Georgia tries new, small step for rural health care

mlee@macon.comApril 29, 2014 

ATLANTA -- In what looks like a novel tack to prop open the doors of rural emergency rooms in Georgia, a state regulator has voted to allow hospitals to create tiny, standalone triage centers in certain country communities.

The next step is finding some money.

Georgia’s move for freestanding, rural ERs would be “the first ... in the country, as I understand it,” said Department of Community Health Commissioner Clyde Reese just ahead of his board’s unanimous vote Tuesday on the new rule.

The new type of license “would allow facilities who maybe are in danger of closing due to financial difficulties or those who have closed within the last 12 months to offer a lesser set of services and to enable them to maintain some sort of health care infrastructure in their community,” Reese said.

The Flint River Hospital in Montezuma scaled back operations last year and may be a fit for the program. Attempts to speak to hospital management there were unsuccessful Tuesday.

The new rule requires that would-be stabilization centers be open to handle emergencies 24 hours a day, seven days a week to provide triage before sending patients to a general hospital. Each center would have a handful of beds and the option to also offer elective outpatient procedures and basic obstetrics and gynecology that don’t require an overnight stay.

Reese said DCH will fast track any applications for this new type of facility license.

But it’s not so much rules that close hospitals. It’s money -- or the lack thereof. And the rules say tiny ERs would have to take everyone regardless of their ability to pay.

Small but ‘major’

“I think we would agree this is a major first step,” Jimmy Lewis, CEO of Hometown Health, a network of rural hospitals, said during an earlier DCH hearing. But he listed several financial obstacles between the rule edit and a triage bed.

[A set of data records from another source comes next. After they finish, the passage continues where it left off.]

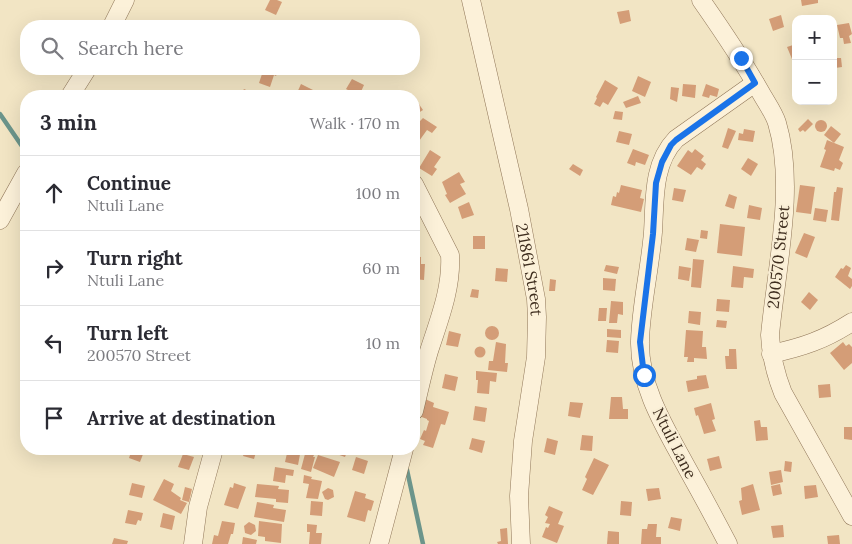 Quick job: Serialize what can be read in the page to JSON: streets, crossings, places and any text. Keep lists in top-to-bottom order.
{
  "streets": {
    "street": ["200570 Street", "211861 Street", "Ntuli Lane"]
  },
  "crossings": [
    ["200570 Street", "Ntuli Lane"]
  ],
  "page": {
    "map_buttons": ["+", "−"],
    "search": "Search here",
    "heading": ["3 min", "Walk · 170 m"],
    "list": [
      ["Continue", "Ntuli Lane", "100 m"],
      ["Turn right", "Ntuli Lane", "60 m"],
      ["Turn left", "200570 Street", "10 m"],
      "Arrive at destination"
    ]
  }
} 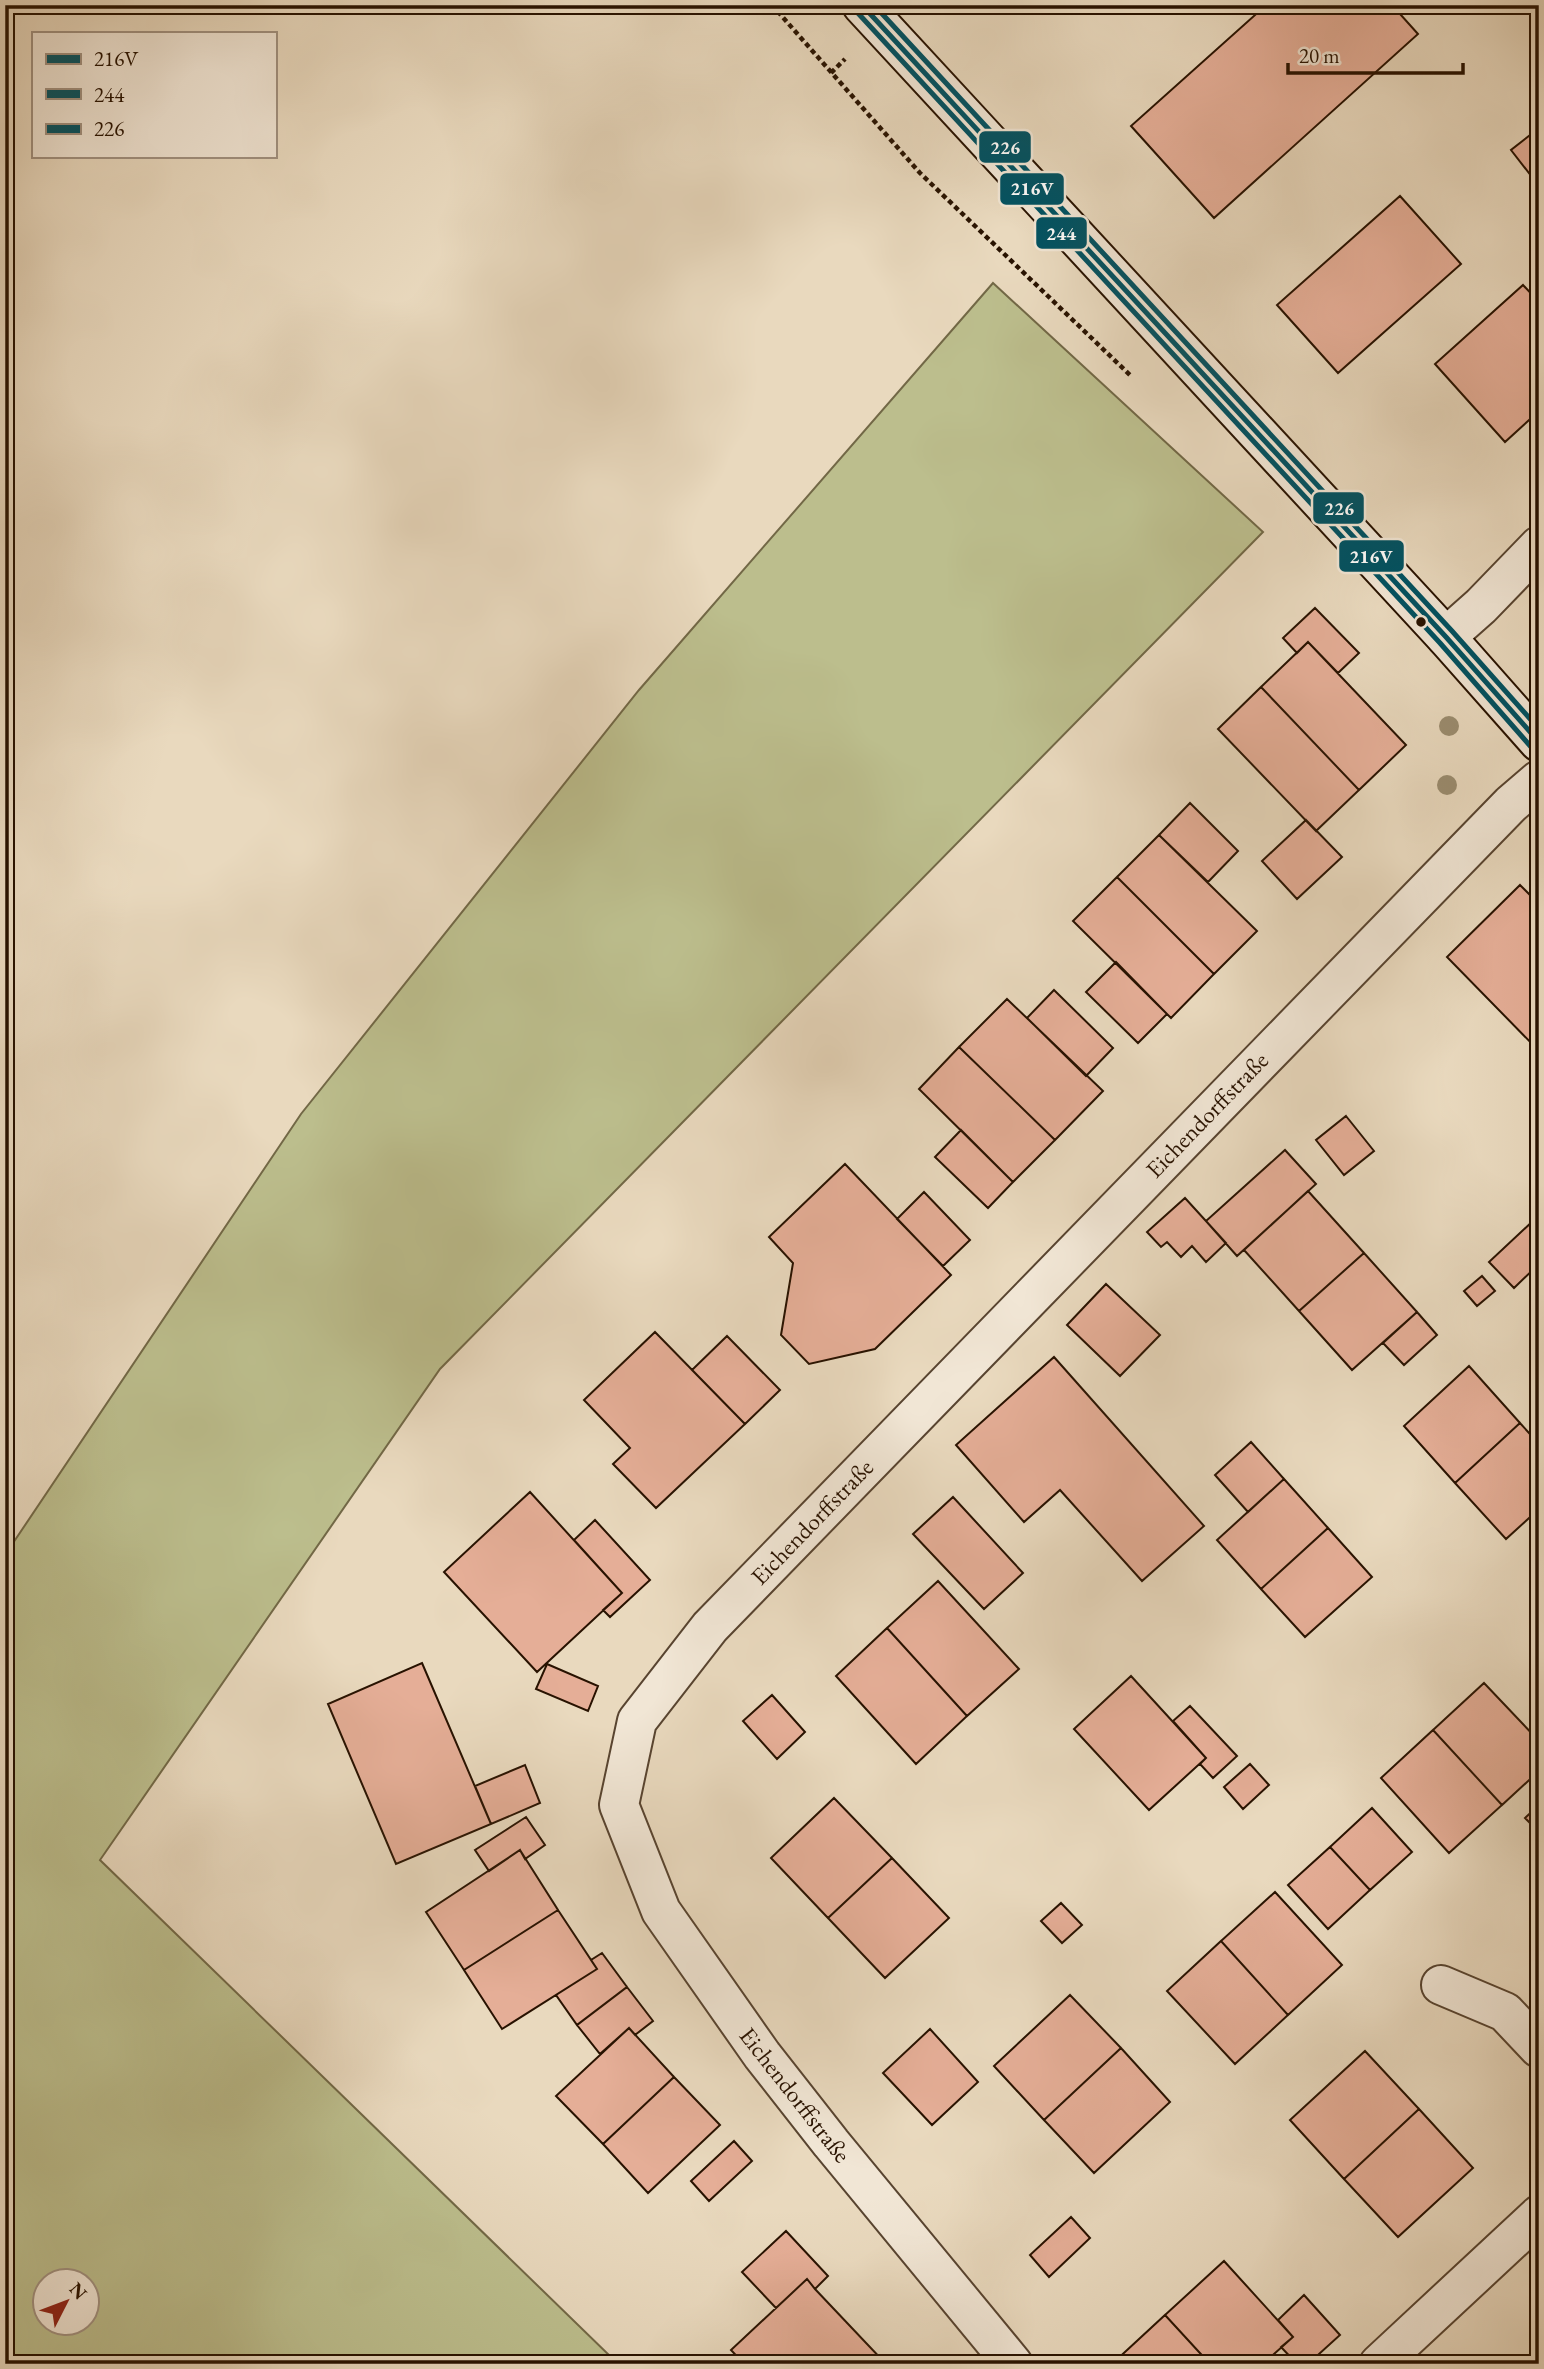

Besides the cost of care for people with no insurance or means to pay, by his reading the ERs “would be limited to provider-type reimbursement” from Medicaid, the federal- and state-funded health insurance for low-income Americans. That is to say, because the ERs are not hospitals, they could not send Medicaid as large a bill as a hospital could.

The new rule is part of a plan outlined by Republican Gov. Nathan Deal in March meant to address heath care shortfalls in rural communities. The push originated earlier in the year with state Sen. David Lucas, D-Macon, who wanted to do something similar to what DCH has now approved. Lucas was defeated in part by the complexity of doing so via legislation.

“We’ve got to explore the things that will try to bring rural Georgia into the 21st century as far as health care,” Lucas said.

“The problem is the sales tax base in the smaller communities is not big enough” to support hospitals, he said. And another is that it’s hard to attract doctors to work out in the country.

Georgia would do better to expand Medicaid to more uninsured Georgians, which would help the bottom lines of rural health care providers, said a letter by Timothy Sweeney, head health policy researcher at the nonprofit Georgia Budget and Policy Institute.

“Rather than advancing a policy that could potentially lead to reduced services being delivered by hospitals in rural communities, the Department (of Community Health) should examine proposals that increase access to health coverage among Georgians who are currently uninsured,” his letter reads.

The power to expand Medicaid is split between the executive branch and the Legislature. Deal has rejected any expansion and the Legislature, just finished with its annual session, made no moves in that direction.

Some policy ideas may come out of a new Rural Hospital Stabilization Committee, another of the governor’s initiatives. The 15-member committee is supposed to investigate the needs of rural hospitals and recommend solutions.